The survivors of the dramatic events retell the unimaginable suffering they had to go through in RT’s documentary. Also watch galleries of photographs taken in besieged Leningrad during the war and of the reenactment of the epic battle that broke the blockade of the city more than two years after it was encircled by Nazi troops.
A number of commemorating events took place across Russia in
honor of the bravery and endless human sacrifice shown during the
In St. Petersburg, some 1,500 people took part in a military parade showcasing Soviet-era wartime T-34 tanks, as well as modern Iskander ballistic missiles. Veterans and survivors of the siege watched the military procession in tears. Some attended from other cities from across Russia.
Despite the frost, nearly 2,000 young men and women built a human chain in front of the Winter Palace, creating a formation which said "900."
In the run-up to the anniversary, local authorities assembled an exhibition reconstructing part of a street in the city center with siege-related artifacts such as sandbags, boarded-up windows, theater bills, and old cars and trolleybuses.
A 3D panoramic view of the “breakthrough battle” of the Great Patriotic War of 1941-1945 was also created by a youth search team, thanks to a Russian presidential grant in the city of Kirovsk in the Leningrad Region.
Russian President Vladimir Putin - a Leningrad native whose mother survived the horrors of the blockade and whose elder brother perished because of hunger - took part in all of the St. Petersburg events on Monday.
Putin laid a wreath at the Motherland monument in Piskaryovskoe Memorial Cemetery, the main resting place for victims of the siege.
Surrounded by survivors of the blockade, Putin reminded that the
world should never forget “the courage and heroism of the Soviet
people and residents of Leningrad.”
He added that “360,000 civilians died in Leningrad over a period of just four months from the end of 1941 to the start of 1942. Britain lost nearly the same amount in the entire World War II.”
“Can you imagine the difference between the victims that the Soviet Union and other countries of the world laid on the altar of common victory?”
The celebrations in St. Petersburg concluded with a performance of the Requiem ballet at the Alexandrinsky Theater, which was dedicated to the city’s liberation. A military salute commemorated those who lost their lives liberating Russia’s second city.
This year, Germany’s lower house of parliament dedicated its memorial day to the victims of Nazi Germany to the people of Leningrad.

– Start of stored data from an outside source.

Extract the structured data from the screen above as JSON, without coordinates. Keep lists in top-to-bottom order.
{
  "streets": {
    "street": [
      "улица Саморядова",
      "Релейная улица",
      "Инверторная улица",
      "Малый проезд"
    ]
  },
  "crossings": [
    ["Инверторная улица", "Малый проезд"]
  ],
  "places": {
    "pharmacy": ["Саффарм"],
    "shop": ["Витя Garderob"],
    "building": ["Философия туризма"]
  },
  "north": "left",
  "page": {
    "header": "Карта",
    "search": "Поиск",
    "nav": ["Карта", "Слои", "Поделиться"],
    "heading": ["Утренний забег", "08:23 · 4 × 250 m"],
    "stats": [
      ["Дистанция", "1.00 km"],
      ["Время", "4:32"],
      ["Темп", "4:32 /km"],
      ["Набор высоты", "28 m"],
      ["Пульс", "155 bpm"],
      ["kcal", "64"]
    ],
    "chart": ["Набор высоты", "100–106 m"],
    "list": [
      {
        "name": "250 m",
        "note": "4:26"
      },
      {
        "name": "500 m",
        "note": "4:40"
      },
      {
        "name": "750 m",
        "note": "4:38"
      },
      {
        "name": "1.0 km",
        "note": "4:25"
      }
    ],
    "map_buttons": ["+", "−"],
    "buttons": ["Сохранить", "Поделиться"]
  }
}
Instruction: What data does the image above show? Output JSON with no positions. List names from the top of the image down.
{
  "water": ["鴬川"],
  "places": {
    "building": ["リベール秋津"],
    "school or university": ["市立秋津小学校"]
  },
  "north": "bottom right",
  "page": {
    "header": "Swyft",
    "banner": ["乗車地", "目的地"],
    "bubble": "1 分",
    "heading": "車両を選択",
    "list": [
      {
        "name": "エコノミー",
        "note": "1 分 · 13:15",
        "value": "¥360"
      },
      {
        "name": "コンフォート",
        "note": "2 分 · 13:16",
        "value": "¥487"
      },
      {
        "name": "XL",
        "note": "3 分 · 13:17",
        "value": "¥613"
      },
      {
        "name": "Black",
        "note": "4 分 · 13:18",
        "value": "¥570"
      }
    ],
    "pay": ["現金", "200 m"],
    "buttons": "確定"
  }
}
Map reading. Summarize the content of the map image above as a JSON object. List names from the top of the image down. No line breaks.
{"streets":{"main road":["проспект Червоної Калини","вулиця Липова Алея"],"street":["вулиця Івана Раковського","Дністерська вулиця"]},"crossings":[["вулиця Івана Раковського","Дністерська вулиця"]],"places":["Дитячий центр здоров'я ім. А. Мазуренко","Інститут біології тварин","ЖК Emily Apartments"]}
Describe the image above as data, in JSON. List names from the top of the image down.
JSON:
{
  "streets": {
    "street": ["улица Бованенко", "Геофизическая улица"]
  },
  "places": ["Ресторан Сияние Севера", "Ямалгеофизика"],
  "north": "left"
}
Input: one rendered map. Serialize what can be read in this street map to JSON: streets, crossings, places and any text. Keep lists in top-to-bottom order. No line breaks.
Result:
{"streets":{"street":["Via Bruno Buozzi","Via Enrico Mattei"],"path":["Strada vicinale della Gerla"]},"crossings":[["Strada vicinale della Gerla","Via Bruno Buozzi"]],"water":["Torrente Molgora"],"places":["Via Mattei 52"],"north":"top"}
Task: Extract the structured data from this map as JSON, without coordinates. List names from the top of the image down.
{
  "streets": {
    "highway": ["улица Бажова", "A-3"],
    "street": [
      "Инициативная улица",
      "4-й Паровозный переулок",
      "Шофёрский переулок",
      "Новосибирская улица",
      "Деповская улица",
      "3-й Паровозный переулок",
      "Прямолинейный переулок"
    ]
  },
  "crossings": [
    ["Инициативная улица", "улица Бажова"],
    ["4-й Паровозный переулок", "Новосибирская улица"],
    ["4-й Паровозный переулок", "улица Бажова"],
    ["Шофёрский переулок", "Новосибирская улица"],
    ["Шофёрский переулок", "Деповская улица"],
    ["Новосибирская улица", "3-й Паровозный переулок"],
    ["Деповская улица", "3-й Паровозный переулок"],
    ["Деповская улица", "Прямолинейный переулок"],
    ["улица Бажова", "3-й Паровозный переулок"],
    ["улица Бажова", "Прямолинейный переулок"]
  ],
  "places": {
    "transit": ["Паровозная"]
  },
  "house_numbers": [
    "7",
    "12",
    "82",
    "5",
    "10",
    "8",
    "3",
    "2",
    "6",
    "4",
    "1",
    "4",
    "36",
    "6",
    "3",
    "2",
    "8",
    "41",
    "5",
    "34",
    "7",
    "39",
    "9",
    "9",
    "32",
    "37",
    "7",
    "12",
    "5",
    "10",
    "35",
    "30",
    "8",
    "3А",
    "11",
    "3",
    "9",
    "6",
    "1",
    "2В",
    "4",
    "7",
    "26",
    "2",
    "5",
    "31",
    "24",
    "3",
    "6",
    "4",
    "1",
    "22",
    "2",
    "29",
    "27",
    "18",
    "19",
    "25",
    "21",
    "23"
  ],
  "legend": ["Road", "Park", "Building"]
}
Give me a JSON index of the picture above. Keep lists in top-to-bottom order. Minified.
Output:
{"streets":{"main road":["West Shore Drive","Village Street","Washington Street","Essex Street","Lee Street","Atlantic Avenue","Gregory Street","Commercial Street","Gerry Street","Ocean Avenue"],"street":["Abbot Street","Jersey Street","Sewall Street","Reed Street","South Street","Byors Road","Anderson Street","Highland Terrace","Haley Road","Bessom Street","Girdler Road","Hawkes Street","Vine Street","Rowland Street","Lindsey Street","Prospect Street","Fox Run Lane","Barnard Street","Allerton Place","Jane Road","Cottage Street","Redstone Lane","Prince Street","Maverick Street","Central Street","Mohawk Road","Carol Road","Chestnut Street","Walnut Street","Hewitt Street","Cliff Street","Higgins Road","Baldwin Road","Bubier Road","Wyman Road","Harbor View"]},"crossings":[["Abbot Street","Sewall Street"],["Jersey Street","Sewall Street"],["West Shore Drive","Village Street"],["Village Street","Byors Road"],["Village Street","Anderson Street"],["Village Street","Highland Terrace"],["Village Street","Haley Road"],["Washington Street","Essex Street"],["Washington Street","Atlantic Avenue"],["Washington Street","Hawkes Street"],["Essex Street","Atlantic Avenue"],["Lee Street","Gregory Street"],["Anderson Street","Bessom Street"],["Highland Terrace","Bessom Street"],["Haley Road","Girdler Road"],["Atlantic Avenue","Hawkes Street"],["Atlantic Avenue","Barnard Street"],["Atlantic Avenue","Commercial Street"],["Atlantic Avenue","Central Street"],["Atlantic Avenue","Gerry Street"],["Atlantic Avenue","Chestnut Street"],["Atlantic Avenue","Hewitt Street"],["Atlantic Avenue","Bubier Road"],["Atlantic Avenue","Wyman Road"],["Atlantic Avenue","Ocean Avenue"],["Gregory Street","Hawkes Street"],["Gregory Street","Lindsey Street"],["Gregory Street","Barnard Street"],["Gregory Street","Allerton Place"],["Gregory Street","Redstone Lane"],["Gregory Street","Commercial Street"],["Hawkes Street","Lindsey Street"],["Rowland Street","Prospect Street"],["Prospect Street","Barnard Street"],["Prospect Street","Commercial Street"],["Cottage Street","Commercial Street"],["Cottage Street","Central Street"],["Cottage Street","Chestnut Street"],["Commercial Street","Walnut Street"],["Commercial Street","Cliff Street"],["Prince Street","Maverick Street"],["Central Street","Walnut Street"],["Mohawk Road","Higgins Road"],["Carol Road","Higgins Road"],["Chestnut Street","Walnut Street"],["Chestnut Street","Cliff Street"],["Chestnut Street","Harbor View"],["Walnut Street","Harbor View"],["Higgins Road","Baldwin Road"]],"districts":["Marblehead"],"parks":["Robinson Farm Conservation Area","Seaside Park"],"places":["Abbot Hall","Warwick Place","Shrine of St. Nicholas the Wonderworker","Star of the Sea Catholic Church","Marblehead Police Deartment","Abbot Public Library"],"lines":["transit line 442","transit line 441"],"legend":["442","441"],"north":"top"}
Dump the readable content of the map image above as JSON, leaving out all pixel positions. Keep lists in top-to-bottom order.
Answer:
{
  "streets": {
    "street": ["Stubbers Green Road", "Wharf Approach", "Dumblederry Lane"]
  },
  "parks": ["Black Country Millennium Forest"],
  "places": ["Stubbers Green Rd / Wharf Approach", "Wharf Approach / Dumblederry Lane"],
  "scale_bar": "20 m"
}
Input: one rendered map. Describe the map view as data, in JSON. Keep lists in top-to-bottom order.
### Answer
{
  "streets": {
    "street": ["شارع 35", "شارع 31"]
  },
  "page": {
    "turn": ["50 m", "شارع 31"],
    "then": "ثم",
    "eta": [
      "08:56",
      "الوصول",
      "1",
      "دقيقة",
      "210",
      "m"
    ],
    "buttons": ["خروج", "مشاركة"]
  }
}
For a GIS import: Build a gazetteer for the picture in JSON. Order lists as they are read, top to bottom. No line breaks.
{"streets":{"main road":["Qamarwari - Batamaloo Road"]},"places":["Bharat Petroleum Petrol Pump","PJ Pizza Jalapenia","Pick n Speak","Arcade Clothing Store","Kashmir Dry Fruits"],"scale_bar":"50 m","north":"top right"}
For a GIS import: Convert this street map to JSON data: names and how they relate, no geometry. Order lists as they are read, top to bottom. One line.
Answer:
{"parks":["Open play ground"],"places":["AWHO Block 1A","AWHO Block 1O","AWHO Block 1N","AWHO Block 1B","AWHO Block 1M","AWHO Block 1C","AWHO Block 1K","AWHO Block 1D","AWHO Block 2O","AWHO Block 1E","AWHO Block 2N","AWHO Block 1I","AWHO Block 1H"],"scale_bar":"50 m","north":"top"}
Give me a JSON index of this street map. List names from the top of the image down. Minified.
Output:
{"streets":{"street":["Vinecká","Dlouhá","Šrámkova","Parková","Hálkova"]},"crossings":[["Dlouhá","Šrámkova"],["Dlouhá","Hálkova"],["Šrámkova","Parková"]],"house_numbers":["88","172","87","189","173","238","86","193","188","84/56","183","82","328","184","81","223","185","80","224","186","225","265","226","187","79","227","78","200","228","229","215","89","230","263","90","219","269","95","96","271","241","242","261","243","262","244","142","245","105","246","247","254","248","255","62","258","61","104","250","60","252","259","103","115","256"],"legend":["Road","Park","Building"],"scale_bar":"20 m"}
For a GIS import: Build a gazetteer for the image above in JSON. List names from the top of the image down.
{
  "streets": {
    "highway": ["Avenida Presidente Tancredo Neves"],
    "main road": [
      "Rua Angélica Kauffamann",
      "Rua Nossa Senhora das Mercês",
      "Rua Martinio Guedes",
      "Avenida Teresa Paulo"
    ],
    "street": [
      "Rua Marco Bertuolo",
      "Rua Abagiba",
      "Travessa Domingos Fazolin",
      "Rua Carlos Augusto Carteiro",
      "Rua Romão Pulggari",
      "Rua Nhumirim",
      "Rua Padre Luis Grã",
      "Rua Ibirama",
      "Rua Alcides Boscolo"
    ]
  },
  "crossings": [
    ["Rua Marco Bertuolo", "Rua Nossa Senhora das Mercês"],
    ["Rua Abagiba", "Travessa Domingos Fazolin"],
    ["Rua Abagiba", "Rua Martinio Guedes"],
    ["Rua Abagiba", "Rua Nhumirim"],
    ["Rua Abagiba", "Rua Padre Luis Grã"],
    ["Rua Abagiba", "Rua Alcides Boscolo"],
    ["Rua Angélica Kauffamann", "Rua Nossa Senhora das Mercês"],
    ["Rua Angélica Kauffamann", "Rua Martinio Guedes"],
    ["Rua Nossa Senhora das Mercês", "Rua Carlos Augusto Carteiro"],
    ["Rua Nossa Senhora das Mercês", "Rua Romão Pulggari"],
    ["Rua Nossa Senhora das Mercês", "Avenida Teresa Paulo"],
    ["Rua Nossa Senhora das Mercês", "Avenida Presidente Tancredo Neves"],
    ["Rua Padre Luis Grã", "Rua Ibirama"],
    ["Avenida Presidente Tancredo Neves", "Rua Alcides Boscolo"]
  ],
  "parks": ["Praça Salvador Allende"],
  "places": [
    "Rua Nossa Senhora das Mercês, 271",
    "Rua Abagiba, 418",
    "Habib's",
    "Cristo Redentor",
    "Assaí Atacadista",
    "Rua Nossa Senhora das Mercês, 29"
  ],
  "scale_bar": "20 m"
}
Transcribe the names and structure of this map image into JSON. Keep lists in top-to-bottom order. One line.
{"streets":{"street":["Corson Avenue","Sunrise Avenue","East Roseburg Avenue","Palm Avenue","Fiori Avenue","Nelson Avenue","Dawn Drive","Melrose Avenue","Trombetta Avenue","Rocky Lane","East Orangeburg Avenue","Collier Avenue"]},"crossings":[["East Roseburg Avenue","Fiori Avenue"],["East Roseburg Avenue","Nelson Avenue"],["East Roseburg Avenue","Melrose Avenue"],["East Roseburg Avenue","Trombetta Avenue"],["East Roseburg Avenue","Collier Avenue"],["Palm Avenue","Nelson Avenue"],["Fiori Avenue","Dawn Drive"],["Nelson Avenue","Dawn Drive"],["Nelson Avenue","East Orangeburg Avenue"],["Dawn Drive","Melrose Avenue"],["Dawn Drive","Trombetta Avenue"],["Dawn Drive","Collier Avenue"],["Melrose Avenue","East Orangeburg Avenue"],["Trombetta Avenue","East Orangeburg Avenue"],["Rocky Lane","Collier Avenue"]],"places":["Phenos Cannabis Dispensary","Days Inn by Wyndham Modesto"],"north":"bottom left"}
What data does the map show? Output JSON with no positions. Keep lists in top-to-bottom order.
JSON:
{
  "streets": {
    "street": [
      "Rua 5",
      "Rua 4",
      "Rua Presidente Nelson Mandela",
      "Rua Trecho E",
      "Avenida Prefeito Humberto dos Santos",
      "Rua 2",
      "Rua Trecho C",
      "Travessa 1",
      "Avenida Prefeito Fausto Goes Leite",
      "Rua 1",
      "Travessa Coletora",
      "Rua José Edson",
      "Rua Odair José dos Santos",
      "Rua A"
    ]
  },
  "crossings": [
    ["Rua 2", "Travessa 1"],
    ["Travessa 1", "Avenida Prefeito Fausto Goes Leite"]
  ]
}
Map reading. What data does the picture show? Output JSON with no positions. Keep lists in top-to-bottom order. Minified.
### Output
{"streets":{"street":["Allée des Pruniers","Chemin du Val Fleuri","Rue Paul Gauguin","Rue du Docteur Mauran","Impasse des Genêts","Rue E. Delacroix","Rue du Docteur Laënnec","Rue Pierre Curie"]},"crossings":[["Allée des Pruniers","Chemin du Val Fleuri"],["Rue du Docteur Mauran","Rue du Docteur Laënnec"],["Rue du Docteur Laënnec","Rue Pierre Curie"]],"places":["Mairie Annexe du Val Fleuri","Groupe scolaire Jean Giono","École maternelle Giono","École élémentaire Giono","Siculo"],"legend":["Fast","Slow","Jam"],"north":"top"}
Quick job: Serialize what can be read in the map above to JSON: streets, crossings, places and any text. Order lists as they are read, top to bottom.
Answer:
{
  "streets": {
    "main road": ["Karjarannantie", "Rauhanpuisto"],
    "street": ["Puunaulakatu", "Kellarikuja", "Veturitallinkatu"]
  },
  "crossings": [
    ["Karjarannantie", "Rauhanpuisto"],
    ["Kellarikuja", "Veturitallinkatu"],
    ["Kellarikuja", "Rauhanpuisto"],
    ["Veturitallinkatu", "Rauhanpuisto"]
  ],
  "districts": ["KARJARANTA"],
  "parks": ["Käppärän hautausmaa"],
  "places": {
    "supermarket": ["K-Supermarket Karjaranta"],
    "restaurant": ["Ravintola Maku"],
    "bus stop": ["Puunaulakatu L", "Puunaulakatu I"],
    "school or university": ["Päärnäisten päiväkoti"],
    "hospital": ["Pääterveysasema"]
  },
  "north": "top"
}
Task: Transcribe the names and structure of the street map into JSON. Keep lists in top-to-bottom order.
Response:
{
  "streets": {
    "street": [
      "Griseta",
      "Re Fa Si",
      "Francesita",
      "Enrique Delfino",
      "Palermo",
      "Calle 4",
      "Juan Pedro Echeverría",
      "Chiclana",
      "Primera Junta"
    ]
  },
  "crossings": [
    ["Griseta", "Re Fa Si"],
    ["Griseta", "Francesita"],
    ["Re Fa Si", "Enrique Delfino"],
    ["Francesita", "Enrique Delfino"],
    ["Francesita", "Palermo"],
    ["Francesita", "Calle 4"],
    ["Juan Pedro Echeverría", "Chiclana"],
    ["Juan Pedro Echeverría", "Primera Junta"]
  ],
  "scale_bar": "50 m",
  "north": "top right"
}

“Germany recognizes its historical responsibility for the suffering inflicted on the people of Leningrad and for the brutal warfare of its soldiers, commandos and SS formations,” German President Joachim Gauck wrote in a letter to Putin.
Daniil Granin – a 95-year-old war veteran, siege survivor, and acclaimed writer – was invited to the Bundestag to recall the horrific memories of his experience during the blockade. German President Gauck and Chancellor Angela Merkel also listened to his speech. Granin was only 22 years old when he joined the fight to protect Leningrad.
“Hunger was brought to the city to wage war, instead of soldiers,” Granin told the chamber in Russian through an interpreter. The German politicians were silent as the war veteran described the cases of cannibalism he witnessed.
“We had to load the corpses that were so emaciated they were as light as firewood onto wagons. For a long time I could not forgive the Germans,” he said.
US Ambassador to Russia Michael McFaul also recognized the Soviet people’s sacrifice, saying that more Americans must know about Russian valor and the Leningrad blockade.
“Not only the people of Russia, but also the people of the whole world owe a lot to those who stopped and drove away the Nazis. Without your victory in Leningrad and other battles of WWII, world history could have taken a totally different path,” McFaul said.